Exercise >> Restate word for word the run of lines that begins at the one containing "Give me a JSON" and ends at the last line of the listing.
*****
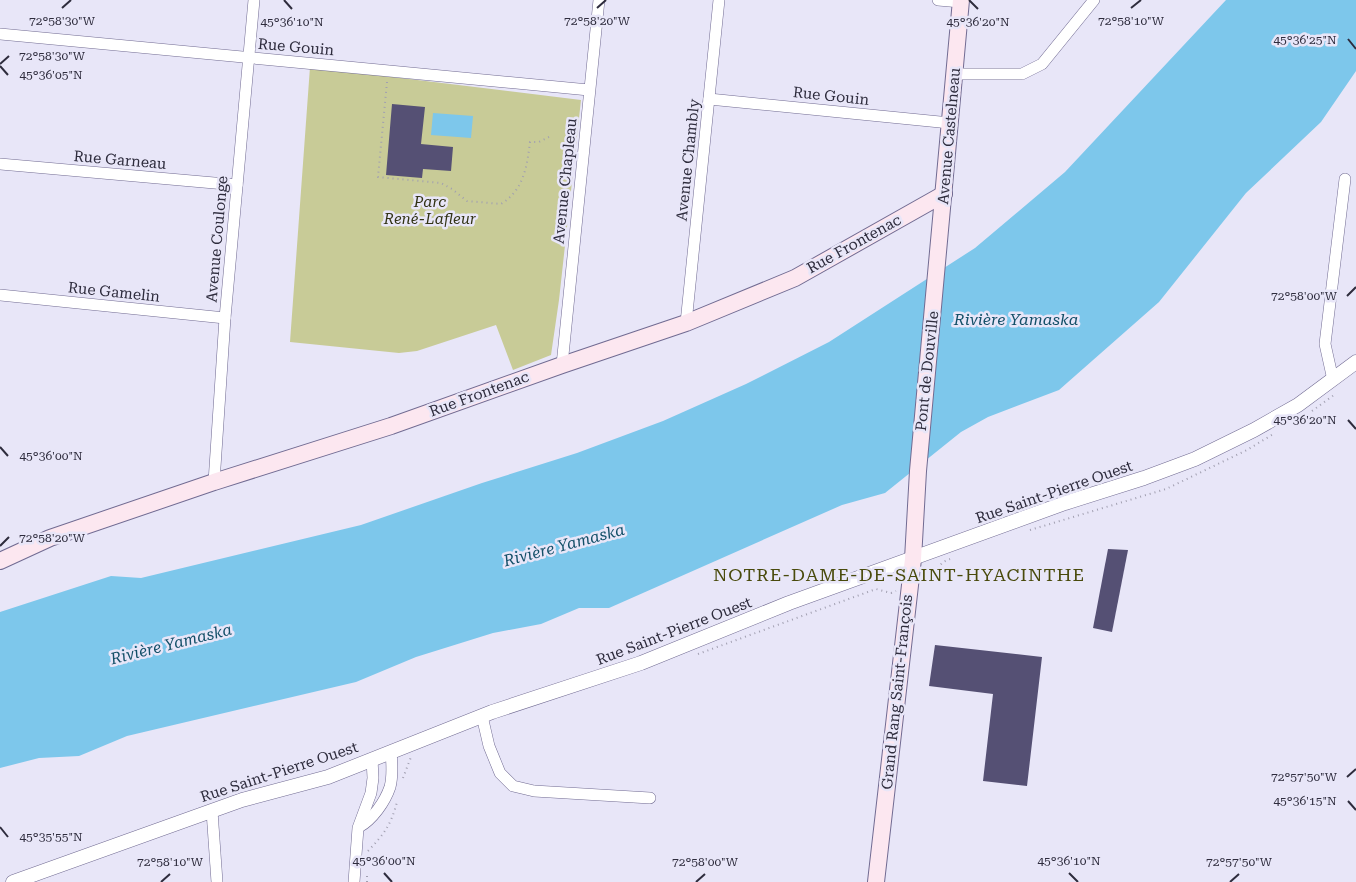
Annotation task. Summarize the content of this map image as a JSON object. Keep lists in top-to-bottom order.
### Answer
{
  "streets": {
    "main road": [
      "Avenue Castelneau",
      "Rue Frontenac",
      "Pont de Douville",
      "Grand Rang Saint-François"
    ],
    "street": [
      "Rue Gouin",
      "Rue Garneau",
      "Avenue Chambly",
      "Avenue Chapleau",
      "Avenue Coulonge",
      "Rue Gamelin",
      "Rue Saint-Pierre Ouest"
    ]
  },
  "crossings": [
    ["Rue Gouin", "Avenue Castelneau"],
    ["Rue Gouin", "Avenue Chambly"],
    ["Rue Gouin", "Avenue Chapleau"],
    ["Rue Gouin", "Avenue Coulonge"],
    ["Avenue Castelneau", "Rue Frontenac"],
    ["Avenue Castelneau", "Pont de Douville"],
    ["Rue Garneau", "Avenue Coulonge"],
    ["Avenue Chambly", "Rue Frontenac"],
    ["Avenue Chapleau", "Rue Frontenac"],
    ["Avenue Coulonge", "Rue Frontenac"],
    ["Avenue Coulonge", "Rue Gamelin"],
    ["Pont de Douville", "Grand Rang Saint-François"],
    ["Rue Saint-Pierre Ouest", "Grand Rang Saint-François"]
  ],
  "districts": ["NOTRE-DAME-DE-SAINT-HYACINTHE"],
  "water": ["Rivière Yamaska"],
  "parks": ["Parc René-Lafleur"],
  "coordinates": [
    "72°58'30\"W",
    "72°58'20\"W",
    "72°58'10\"W",
    "45°36'20\"N",
    "45°36'10\"N",
    "45°36'25\"N",
    "45°36'05\"N",
    "72°58'00\"W",
    "45°36'00\"N",
    "72°57'50\"W",
    "45°36'15\"N",
    "45°35'55\"N"
  ]
}
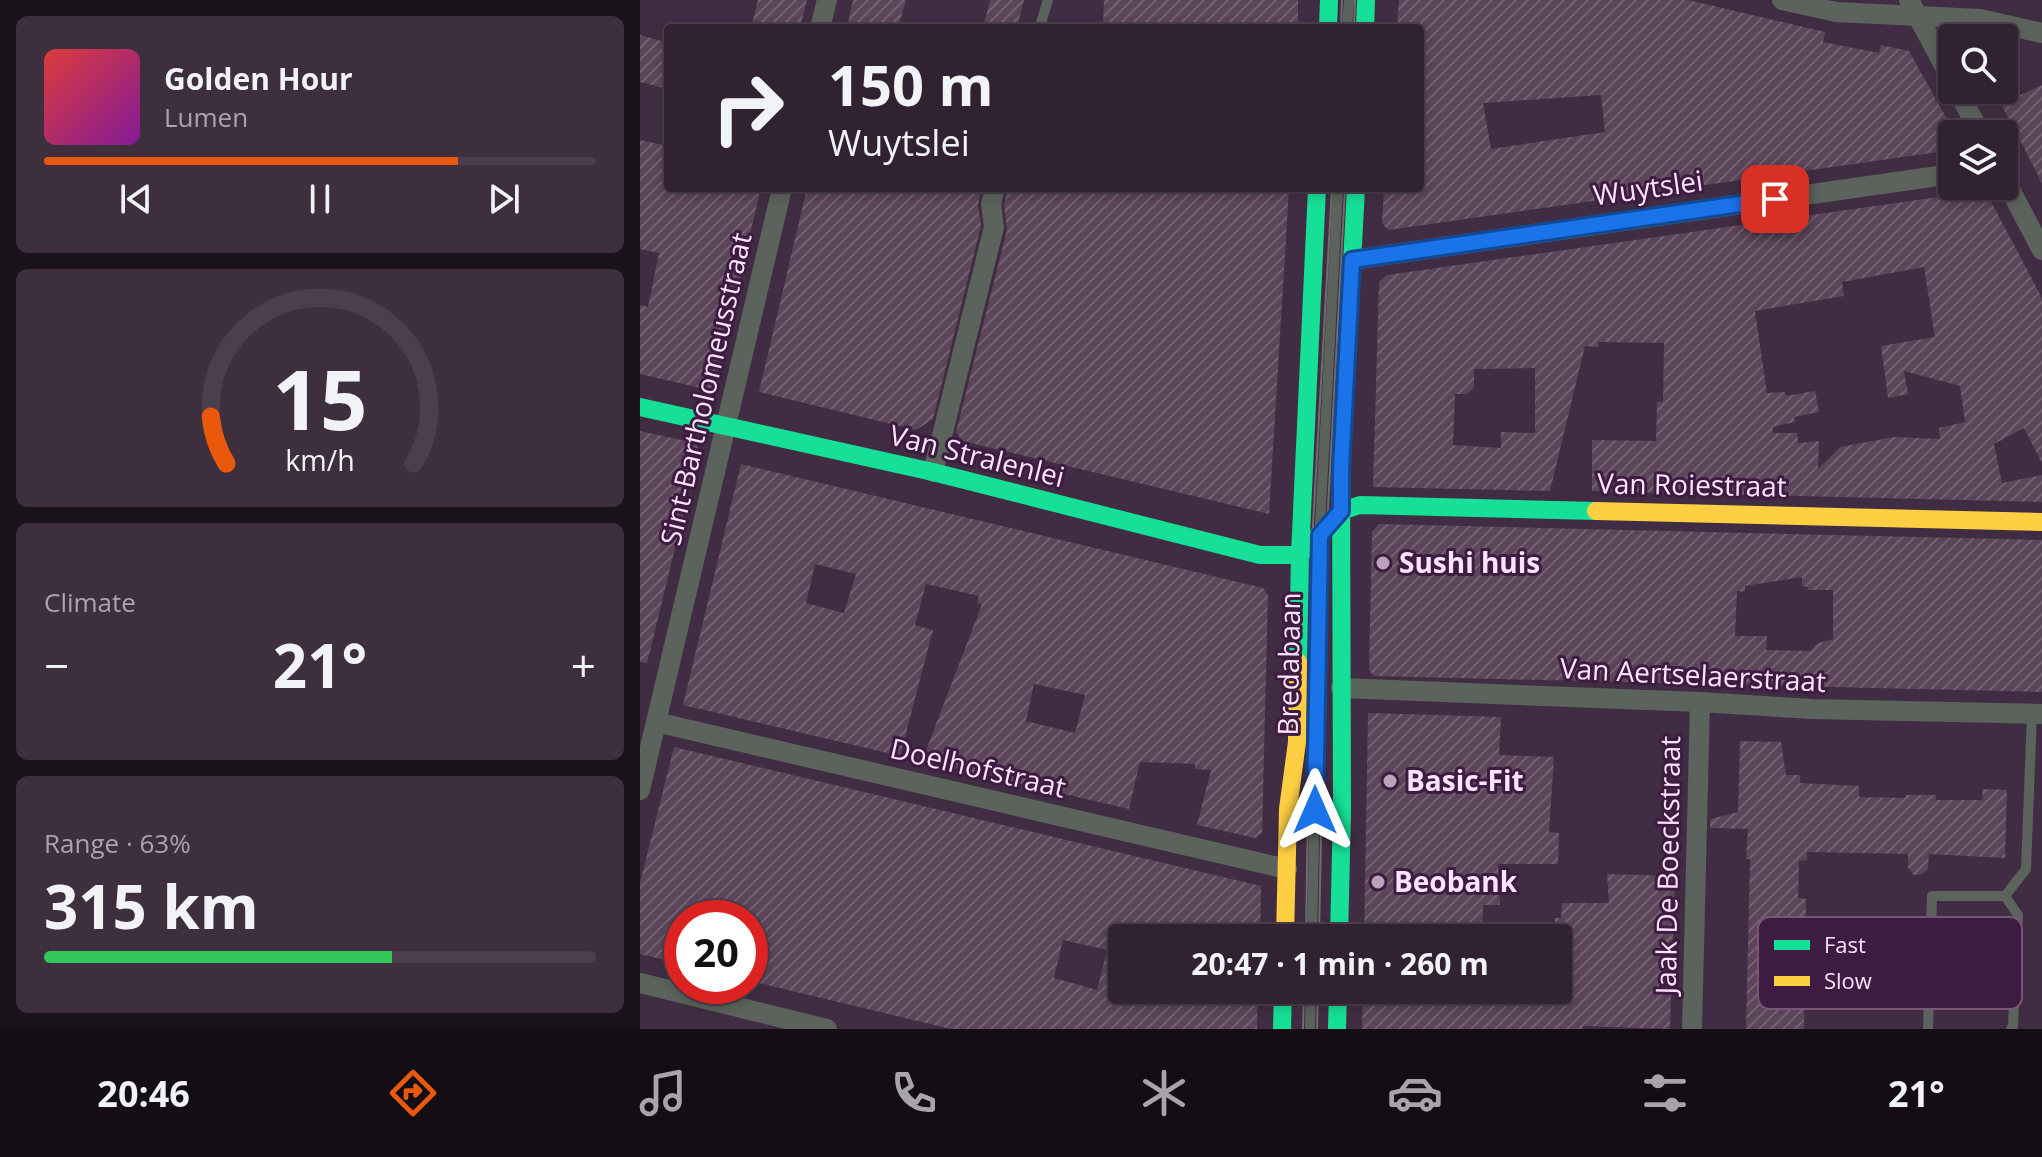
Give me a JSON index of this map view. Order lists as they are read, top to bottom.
{
  "streets": {
    "main road": ["Van Stralenlei", "Van Roiestraat", "Bredabaan"],
    "street": [
      "Wuytslei",
      "Sint-Bartholomeusstraat",
      "Van Aertselaerstraat",
      "Doelhofstraat",
      "Jaak De Boeckstraat"
    ]
  },
  "crossings": [
    ["Wuytslei", "Bredabaan"],
    ["Sint-Bartholomeusstraat", "Van Stralenlei"],
    ["Sint-Bartholomeusstraat", "Doelhofstraat"],
    ["Van Stralenlei", "Bredabaan"],
    ["Van Roiestraat", "Bredabaan"],
    ["Bredabaan", "Van Aertselaerstraat"],
    ["Bredabaan", "Doelhofstraat"],
    ["Van Aertselaerstraat", "Jaak De Boeckstraat"]
  ],
  "places": ["Sushi huis", "Basic-Fit", "Beobank"],
  "legend": ["Fast", "Slow"],
  "page": {
    "turn": ["150 m", "Wuytslei"],
    "song": ["Golden Hour", "Lumen"],
    "tile": [
      "Climate",
      ["Range · 63%", "315 km"]
    ],
    "heat": ["−", "21°", "+"],
    "limit": "20",
    "trip": "20:47 · 1 min · 260 m",
    "tabs": ["20:46", "21°"],
    "gauge": ["15", "km/h"]
  }
}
*****
Solution to the problem >>
Give me a JSON index of this map view. Order lists as they are read, top to bottom.
{
  "streets": {
    "main road": ["Van Stralenlei", "Van Roiestraat", "Bredabaan"],
    "street": [
      "Wuytslei",
      "Sint-Bartholomeusstraat",
      "Van Aertselaerstraat",
      "Doelhofstraat",
      "Jaak De Boeckstraat"
    ]
  },
  "crossings": [
    ["Wuytslei", "Bredabaan"],
    ["Sint-Bartholomeusstraat", "Van Stralenlei"],
    ["Sint-Bartholomeusstraat", "Doelhofstraat"],
    ["Van Stralenlei", "Bredabaan"],
    ["Van Roiestraat", "Bredabaan"],
    ["Bredabaan", "Van Aertselaerstraat"],
    ["Bredabaan", "Doelhofstraat"],
    ["Van Aertselaerstraat", "Jaak De Boeckstraat"]
  ],
  "places": ["Sushi huis", "Basic-Fit", "Beobank"],
  "legend": ["Fast", "Slow"],
  "page": {
    "turn": ["150 m", "Wuytslei"],
    "song": ["Golden Hour", "Lumen"],
    "tile": [
      "Climate",
      ["Range · 63%", "315 km"]
    ],
    "heat": ["−", "21°", "+"],
    "limit": "20",
    "trip": "20:47 · 1 min · 260 m",
    "tabs": ["20:46", "21°"],
    "gauge": ["15", "km/h"]
  }
}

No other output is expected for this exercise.